Exercise directions
State how many lines of the records below contain the word "проспект", giving the number and nothing else.

══════════════════════════════

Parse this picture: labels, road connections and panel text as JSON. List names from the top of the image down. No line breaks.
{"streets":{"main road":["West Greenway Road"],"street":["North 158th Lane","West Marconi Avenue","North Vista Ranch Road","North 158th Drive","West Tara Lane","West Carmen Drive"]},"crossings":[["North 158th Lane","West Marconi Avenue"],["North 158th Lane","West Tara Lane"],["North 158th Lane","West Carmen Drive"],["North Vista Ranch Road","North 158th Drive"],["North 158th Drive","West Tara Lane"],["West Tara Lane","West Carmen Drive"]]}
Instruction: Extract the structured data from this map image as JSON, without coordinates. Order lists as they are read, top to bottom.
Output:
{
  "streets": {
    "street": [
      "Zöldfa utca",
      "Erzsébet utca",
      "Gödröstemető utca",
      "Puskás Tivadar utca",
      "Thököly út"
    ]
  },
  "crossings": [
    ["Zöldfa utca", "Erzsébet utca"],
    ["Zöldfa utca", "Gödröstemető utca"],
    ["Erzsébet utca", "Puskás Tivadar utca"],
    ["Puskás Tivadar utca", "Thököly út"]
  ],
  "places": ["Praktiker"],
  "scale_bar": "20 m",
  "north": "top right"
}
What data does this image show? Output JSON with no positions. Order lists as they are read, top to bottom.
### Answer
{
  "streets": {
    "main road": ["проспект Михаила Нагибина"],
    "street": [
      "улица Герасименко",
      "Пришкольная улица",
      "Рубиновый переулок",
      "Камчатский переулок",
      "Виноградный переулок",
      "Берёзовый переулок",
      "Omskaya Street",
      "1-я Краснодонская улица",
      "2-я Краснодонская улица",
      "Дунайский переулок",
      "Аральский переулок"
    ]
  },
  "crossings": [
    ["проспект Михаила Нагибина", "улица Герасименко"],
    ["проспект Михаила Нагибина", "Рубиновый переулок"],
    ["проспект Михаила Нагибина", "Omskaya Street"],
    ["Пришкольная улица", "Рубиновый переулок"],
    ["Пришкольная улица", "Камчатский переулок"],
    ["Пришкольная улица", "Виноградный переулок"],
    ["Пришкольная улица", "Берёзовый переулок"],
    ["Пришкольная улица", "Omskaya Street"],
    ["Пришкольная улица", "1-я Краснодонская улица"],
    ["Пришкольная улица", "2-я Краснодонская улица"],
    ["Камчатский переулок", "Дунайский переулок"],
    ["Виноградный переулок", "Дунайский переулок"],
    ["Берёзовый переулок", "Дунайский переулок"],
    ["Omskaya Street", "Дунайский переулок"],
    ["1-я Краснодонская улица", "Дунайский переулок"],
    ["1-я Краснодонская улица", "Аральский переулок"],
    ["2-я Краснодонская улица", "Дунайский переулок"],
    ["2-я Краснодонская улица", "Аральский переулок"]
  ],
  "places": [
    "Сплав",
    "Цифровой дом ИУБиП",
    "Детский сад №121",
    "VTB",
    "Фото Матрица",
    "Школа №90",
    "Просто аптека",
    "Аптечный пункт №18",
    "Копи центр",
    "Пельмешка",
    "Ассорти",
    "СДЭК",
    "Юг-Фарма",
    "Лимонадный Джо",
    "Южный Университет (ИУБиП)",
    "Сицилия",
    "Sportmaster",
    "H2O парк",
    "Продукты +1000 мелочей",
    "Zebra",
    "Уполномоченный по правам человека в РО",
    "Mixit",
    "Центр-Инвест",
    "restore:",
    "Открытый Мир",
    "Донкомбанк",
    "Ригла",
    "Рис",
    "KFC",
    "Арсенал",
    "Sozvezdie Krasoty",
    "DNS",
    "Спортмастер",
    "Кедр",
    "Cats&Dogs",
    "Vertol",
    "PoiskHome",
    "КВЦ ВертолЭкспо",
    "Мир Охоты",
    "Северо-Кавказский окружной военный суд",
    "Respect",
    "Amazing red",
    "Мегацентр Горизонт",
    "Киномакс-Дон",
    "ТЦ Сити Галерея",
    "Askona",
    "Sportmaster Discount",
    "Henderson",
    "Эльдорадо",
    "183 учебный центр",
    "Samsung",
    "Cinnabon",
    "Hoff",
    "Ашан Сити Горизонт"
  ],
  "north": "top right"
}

══════════════════════════════

Answer section
4